Phineas Gage - Gage's Accident

Gage's Accident

On September 13, 1848 twenty-five-year-old Gage was foreman of a work gang blasting rock while preparing the roadbed for the Rutland & Burlington Railroad outside the town of Cavendish, Vermont. Setting a blast involved boring a hole deep into a body of rock; adding blasting powder, a fuse, and sand; then compacting this charge into the hole using a tamping iron—a large iron rod. Gage was doing this around 4:30 PM when (possibly because the sand was omitted) the iron struck a spark against the rock and

the powder exploded, carrying an instrument through his head an inch and a fourth in, and three feet and inches in length, which he was using at the time. The iron entered on the side of his face ... passing back of the left eye, and out at the top of the head.

(See image above left.) Nineteenth-century references to Gage as "the American Crowbar Case" bear clarification. Gage's tamping iron did not have the bend or claw sometimes associated with the term crowbar; rather it was simply a cylinder, "round and rendered comparatively smooth by use":

The end which entered first is pointed; the taper being inches long ... circumstances to which the patient perhaps owes his life. The iron is unlike any other, and was made by a neighbouring blacksmith to please the fancy of its owner.

Weighing 13 1⁄4 pounds (6 kg) this "abrupt and intrusive visitor" was said to have landed some 80 feet (25 m) away, "smeared with blood and brain."

Amazingly, Gage spoke within a few minutes, walked with little or no assistance, and sat upright in a cart for the 3⁄4-mile (1.2 km) ride to his lodgings in town. The first physician to arrive was Dr. Edward H. Williams:

I first noticed the wound upon the head before I alighted from my carriage, the pulsations of the brain being very distinct. Mr. Gage, during the time I was examining this wound, was relating the manner in which he was injured to the bystanders. I did not believe Mr. Gage's statement at that time, but thought he was deceived. Mr. Gage persisted in saying that the bar went through his head .... Mr. G. got up and vomited; the effort of vomit­ing pressed out about half a teacupful of the brain, which fell upon the floor.

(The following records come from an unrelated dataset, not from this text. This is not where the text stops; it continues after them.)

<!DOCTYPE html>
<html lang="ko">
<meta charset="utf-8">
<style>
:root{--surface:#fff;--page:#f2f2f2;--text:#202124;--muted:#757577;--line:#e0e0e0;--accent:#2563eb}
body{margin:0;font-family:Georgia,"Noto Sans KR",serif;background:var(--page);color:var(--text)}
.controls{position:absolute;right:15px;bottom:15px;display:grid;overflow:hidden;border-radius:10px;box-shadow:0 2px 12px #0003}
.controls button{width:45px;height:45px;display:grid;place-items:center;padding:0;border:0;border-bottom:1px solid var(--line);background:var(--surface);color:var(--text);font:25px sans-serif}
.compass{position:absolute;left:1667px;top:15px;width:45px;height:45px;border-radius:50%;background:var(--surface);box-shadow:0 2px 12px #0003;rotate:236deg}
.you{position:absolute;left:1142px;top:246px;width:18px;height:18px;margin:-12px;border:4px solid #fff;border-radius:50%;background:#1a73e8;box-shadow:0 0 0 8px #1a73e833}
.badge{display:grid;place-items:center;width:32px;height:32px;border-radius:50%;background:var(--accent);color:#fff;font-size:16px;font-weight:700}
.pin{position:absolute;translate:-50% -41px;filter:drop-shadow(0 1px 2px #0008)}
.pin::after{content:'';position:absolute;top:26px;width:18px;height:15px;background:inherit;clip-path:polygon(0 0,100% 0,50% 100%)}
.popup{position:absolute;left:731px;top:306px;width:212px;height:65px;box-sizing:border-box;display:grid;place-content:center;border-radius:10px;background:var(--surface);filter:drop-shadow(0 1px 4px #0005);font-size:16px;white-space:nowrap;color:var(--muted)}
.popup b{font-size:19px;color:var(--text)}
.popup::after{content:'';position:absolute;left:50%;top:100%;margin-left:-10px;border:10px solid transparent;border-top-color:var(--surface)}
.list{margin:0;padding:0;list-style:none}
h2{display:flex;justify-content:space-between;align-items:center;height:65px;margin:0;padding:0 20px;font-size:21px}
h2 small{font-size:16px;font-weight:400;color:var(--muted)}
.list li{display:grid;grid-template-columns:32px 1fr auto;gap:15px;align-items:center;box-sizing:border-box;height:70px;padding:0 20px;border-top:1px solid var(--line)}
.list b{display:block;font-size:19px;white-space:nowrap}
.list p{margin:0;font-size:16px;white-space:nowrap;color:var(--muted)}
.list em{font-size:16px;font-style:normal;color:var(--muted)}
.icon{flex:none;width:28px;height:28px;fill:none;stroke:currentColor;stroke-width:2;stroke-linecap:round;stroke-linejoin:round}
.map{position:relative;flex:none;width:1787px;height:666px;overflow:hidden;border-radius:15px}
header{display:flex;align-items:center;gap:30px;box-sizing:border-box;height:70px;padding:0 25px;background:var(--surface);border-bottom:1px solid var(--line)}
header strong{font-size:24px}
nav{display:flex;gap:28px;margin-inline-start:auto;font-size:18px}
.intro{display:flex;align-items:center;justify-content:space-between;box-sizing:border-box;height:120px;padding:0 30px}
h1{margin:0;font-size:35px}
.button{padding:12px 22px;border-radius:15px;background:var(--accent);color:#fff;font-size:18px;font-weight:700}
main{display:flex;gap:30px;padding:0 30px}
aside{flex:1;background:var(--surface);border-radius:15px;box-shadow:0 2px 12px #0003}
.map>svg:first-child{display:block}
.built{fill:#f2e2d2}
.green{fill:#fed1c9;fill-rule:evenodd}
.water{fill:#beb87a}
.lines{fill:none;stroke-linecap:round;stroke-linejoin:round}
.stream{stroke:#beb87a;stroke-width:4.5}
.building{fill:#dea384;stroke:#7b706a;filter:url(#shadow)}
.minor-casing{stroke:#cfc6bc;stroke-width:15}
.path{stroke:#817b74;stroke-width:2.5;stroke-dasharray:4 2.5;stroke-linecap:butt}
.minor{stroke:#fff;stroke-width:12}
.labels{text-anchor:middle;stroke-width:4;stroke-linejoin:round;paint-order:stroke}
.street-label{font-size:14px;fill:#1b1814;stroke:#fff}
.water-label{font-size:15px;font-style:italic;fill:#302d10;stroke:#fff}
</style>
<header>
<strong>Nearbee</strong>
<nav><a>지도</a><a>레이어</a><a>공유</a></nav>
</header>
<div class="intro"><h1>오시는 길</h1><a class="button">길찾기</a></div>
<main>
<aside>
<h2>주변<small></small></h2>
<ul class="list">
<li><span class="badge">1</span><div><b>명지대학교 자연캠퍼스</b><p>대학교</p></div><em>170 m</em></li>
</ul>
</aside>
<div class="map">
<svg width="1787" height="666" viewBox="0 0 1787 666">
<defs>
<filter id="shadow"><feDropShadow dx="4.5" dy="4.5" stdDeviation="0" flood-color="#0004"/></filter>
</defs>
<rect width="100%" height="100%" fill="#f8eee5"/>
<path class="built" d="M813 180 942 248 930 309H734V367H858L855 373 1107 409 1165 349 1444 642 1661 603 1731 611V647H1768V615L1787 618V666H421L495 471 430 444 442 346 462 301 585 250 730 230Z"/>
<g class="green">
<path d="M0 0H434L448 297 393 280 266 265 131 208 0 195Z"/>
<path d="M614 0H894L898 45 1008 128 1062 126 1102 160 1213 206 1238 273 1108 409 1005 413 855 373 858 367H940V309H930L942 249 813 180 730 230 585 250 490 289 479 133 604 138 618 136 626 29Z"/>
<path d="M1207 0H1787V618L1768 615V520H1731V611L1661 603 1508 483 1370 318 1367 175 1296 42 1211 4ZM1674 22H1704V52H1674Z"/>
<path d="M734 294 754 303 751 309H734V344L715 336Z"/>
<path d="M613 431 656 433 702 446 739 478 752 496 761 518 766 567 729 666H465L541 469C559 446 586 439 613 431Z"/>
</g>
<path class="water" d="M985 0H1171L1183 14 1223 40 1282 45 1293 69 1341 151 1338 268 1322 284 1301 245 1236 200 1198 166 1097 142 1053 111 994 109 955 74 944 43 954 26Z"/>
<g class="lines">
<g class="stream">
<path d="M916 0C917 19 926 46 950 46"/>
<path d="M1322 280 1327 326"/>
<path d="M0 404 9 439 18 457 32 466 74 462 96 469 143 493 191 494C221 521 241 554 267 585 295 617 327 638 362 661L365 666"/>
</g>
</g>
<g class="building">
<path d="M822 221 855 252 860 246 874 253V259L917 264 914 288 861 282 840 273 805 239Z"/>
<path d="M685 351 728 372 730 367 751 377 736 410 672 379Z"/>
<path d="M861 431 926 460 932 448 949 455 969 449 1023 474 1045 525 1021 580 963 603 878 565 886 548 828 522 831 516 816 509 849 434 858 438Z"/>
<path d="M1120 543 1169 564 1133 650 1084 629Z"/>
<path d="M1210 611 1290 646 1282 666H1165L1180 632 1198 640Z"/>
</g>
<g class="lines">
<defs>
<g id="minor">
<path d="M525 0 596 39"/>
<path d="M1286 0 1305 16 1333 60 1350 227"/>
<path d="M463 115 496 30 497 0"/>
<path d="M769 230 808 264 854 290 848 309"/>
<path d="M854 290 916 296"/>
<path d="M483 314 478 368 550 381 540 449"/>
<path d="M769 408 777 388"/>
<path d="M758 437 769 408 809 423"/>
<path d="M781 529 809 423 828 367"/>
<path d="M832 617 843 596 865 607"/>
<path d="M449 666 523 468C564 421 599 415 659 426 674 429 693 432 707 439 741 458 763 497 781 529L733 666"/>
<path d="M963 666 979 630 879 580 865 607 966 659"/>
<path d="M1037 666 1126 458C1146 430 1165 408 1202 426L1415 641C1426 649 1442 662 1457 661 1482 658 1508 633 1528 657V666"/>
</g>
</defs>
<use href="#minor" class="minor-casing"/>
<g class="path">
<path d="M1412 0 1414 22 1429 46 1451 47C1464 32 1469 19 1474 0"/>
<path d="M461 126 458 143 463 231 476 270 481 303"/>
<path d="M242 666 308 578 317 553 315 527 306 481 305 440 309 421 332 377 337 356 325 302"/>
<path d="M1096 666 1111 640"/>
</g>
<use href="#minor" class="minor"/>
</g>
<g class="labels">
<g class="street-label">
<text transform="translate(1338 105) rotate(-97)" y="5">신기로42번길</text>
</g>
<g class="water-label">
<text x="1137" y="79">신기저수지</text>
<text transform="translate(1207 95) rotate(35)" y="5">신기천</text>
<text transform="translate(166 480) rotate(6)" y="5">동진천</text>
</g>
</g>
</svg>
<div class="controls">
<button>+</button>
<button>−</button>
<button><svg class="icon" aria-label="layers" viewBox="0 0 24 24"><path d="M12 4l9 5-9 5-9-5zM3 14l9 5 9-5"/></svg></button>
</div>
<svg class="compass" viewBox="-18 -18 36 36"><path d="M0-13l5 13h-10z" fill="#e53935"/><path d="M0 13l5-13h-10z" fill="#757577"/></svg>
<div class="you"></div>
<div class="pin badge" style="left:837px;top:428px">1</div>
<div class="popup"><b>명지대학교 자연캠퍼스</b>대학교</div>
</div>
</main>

Dr. John Martyn Harlow took charge of the case about an hour later:

You will excuse me for remarking here, that the picture presented was, to one unaccustomed to military surgery, truly terrific; but the patient bore his sufferings with the most heroic firmness. He recognized me at once, and said he hoped he was not much hurt. He seemed to be perfectly conscious, but was getting exhausted from the hemorrhage. Pulse 60, and regular. His person, and the bed on which he was laid, were literally one gore of blood.

Despite Harlow's skillful care, Gage's recuperation was long and difficult. Pressure on the brain left him semi-comatose from September 23 to October 3, "seldom speaking unless spoken to, and then answering only in mono­syllables. The friends and attendants are in hourly expectancy of his death, and have his coffin and clothes in readiness."

But on October 7 Gage "succeeded in raising himself up, and took one step to his chair." One month later he was walking "up and down stairs, and about the house, into the piazza," and while Harlow was absent for a week, Gage was "in the street every day except Sunday," his desire to return to his family in New Hampshire being "uncontrollable by his friends ... got wet feet and a chill." He soon developed a fever, but by mid-November he was "feeling better in every respect ... walking about the house again; says he feels no pain in the head." Harlow's prognosis at this point: Gage "appears to be in a way of recovering, if he can be controlled."